**Assigned task:** Retrieve every line of the data holding the word "this".

──────── Source material

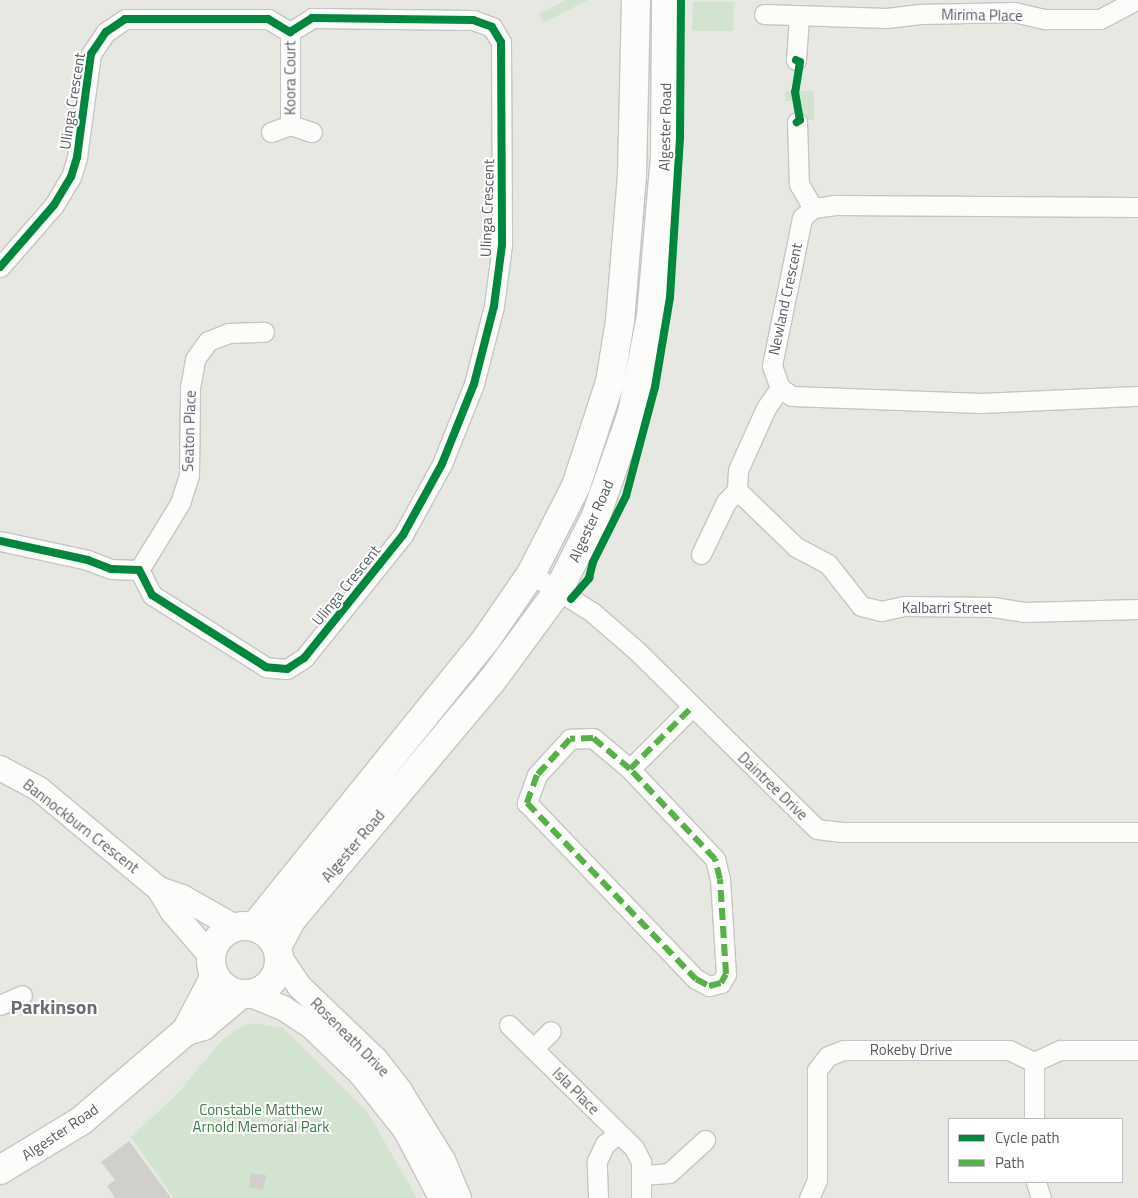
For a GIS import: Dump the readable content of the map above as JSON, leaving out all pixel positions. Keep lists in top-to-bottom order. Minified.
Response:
{"streets":{"main road":["Algester Road"],"street":["Mirima Place","Koora Court","Ulinga Crescent","Newland Crescent","Seaton Place","Kalbarri Street","Daintree Drive","Bannockburn Crescent","Roseneath Drive","Rokeby Drive","Isla Place"]},"crossings":[["Koora Court","Ulinga Crescent"],["Ulinga Crescent","Seaton Place"],["Algester Road","Daintree Drive"],["Algester Road","Bannockburn Crescent"],["Algester Road","Roseneath Drive"],["Bannockburn Crescent","Roseneath Drive"]],"districts":["Parkinson"],"parks":["Constable Matthew Arnold Memorial Park"],"legend":["Cycle path","Path"]}
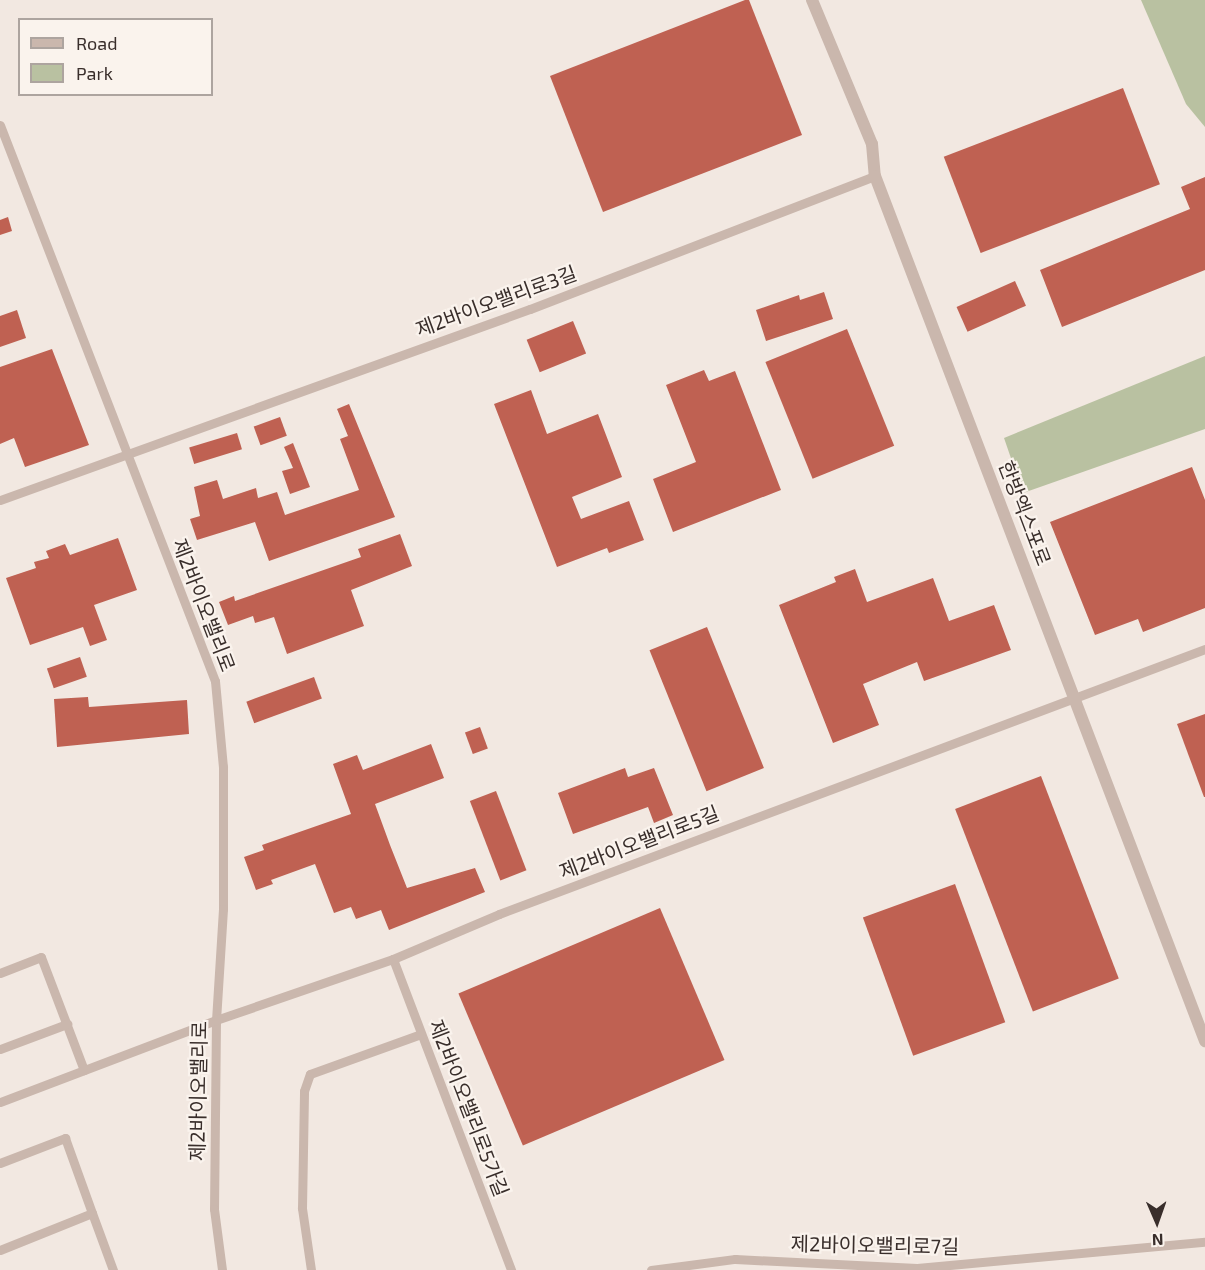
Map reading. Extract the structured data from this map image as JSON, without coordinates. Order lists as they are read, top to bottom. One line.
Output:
{"streets":{"street":["제2바이오밸리로3길","한방엑스포로","제2바이오밸리로","제2바이오밸리로5길","제2바이오밸리로5가길","제2바이오밸리로7길"]},"crossings":[["제2바이오밸리로3길","한방엑스포로"],["제2바이오밸리로3길","제2바이오밸리로"],["한방엑스포로","제2바이오밸리로5길"],["제2바이오밸리로","제2바이오밸리로5길"],["제2바이오밸리로5길","제2바이오밸리로5가길"]],"legend":["Road","Park"],"north":"bottom"}
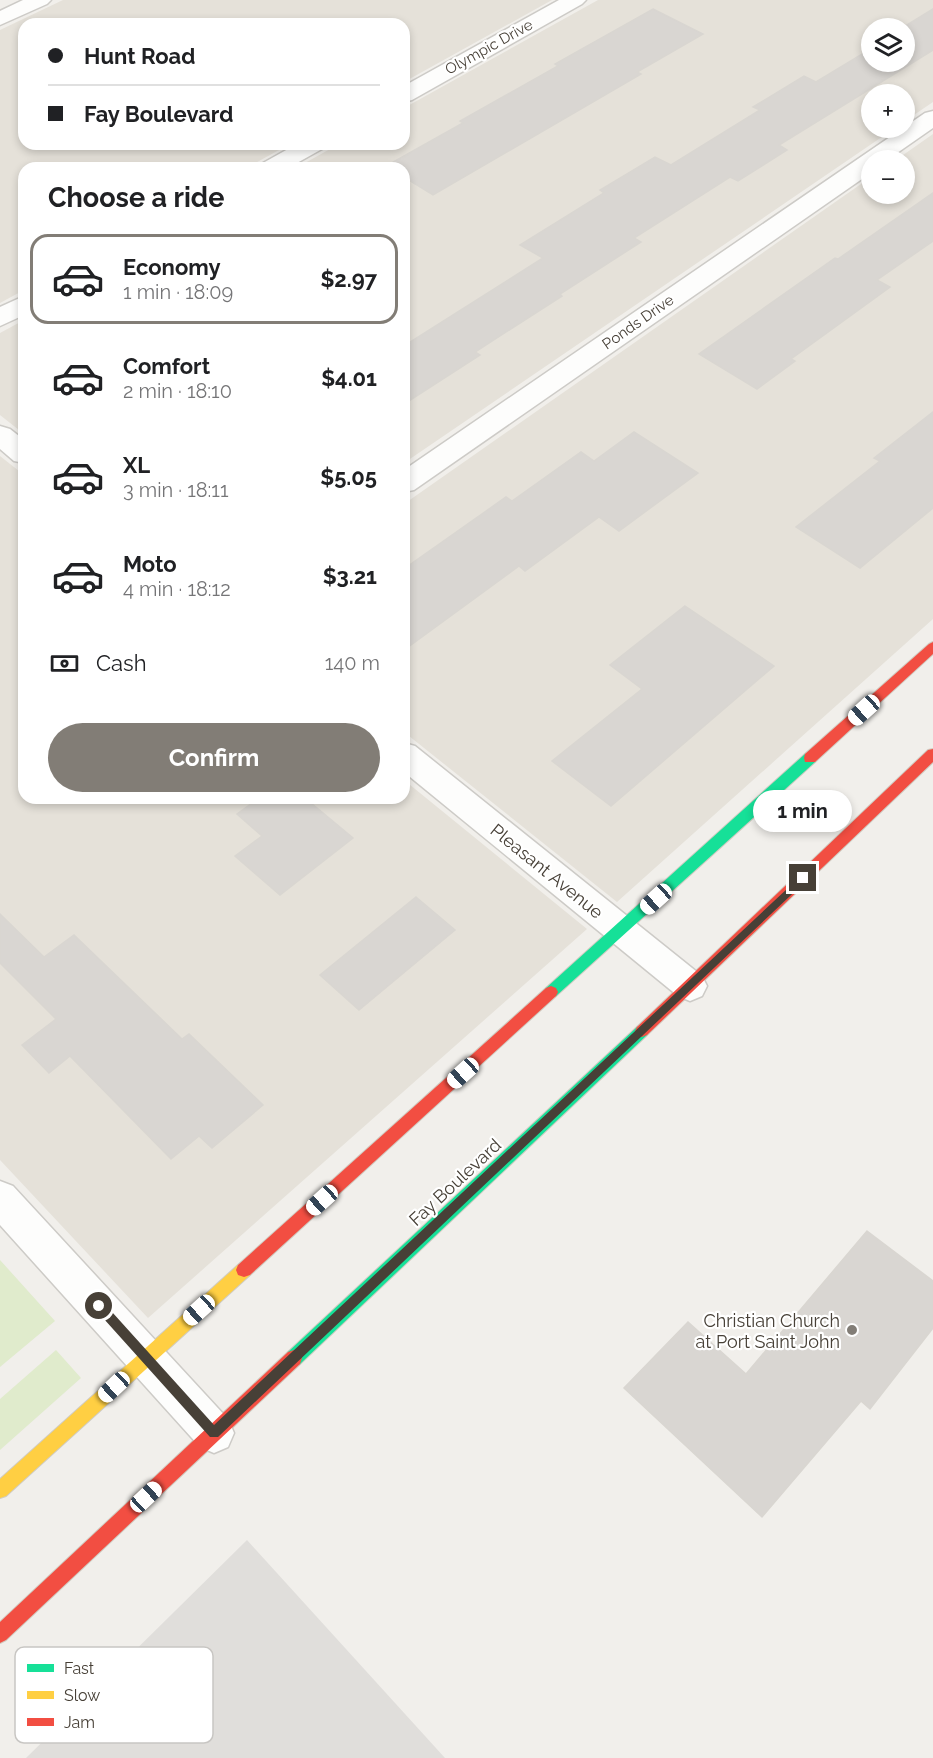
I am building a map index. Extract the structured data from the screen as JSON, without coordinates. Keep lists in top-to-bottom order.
{
  "streets": {
    "main road": ["Fay Boulevard"],
    "street": ["Olympic Drive", "Ponds Drive", "Pleasant Avenue"]
  },
  "crossings": [
    ["Pleasant Avenue", "Fay Boulevard"]
  ],
  "places": ["Christian Church at Port Saint John"],
  "legend": ["Fast", "Slow", "Jam"],
  "page": {
    "map_buttons": ["+", "−"],
    "banner": ["Hunt Road", "Fay Boulevard"],
    "heading": "Choose a ride",
    "list": [
      {
        "name": "Economy",
        "note": "1 min · 18:09",
        "value": "$2.97"
      },
      {
        "name": "Comfort",
        "note": "2 min · 18:10",
        "value": "$4.01"
      },
      {
        "name": "XL",
        "note": "3 min · 18:11",
        "value": "$5.05"
      },
      {
        "name": "Moto",
        "note": "4 min · 18:12",
        "value": "$3.21"
      }
    ],
    "pay": ["Cash", "140 m"],
    "buttons": "Confirm",
    "bubble": "1 min"
  }
}
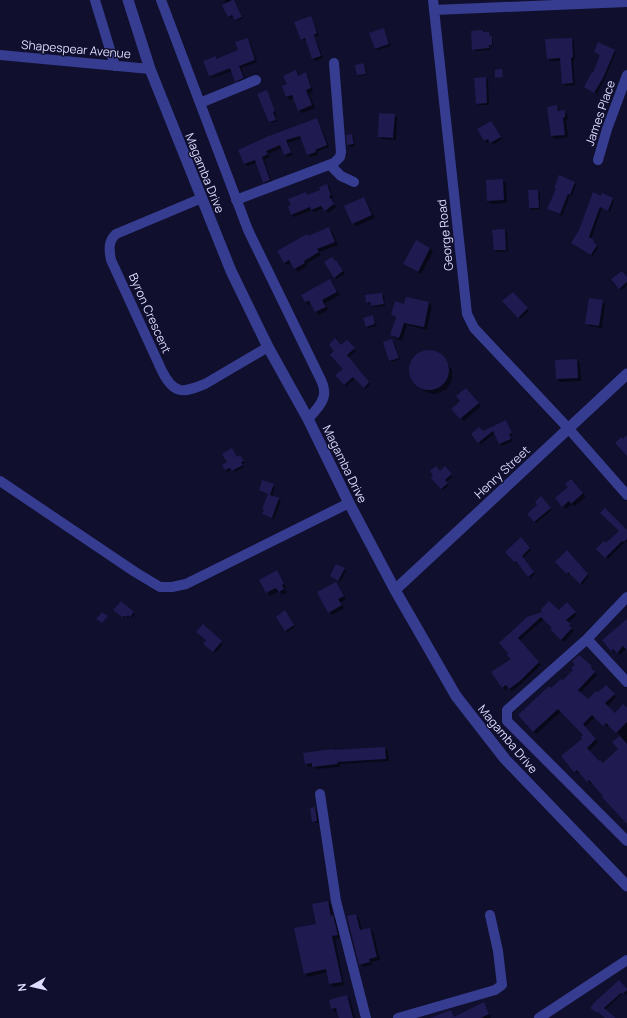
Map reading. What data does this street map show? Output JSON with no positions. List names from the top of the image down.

────────────────

**Answer area:**
Map reading. Extract the structured data from this map image as JSON, without coordinates. Order lists as they are read, top to bottom. One line.
Map reading. What data does this street map show? Output JSON with no positions. List names from the top of the image down.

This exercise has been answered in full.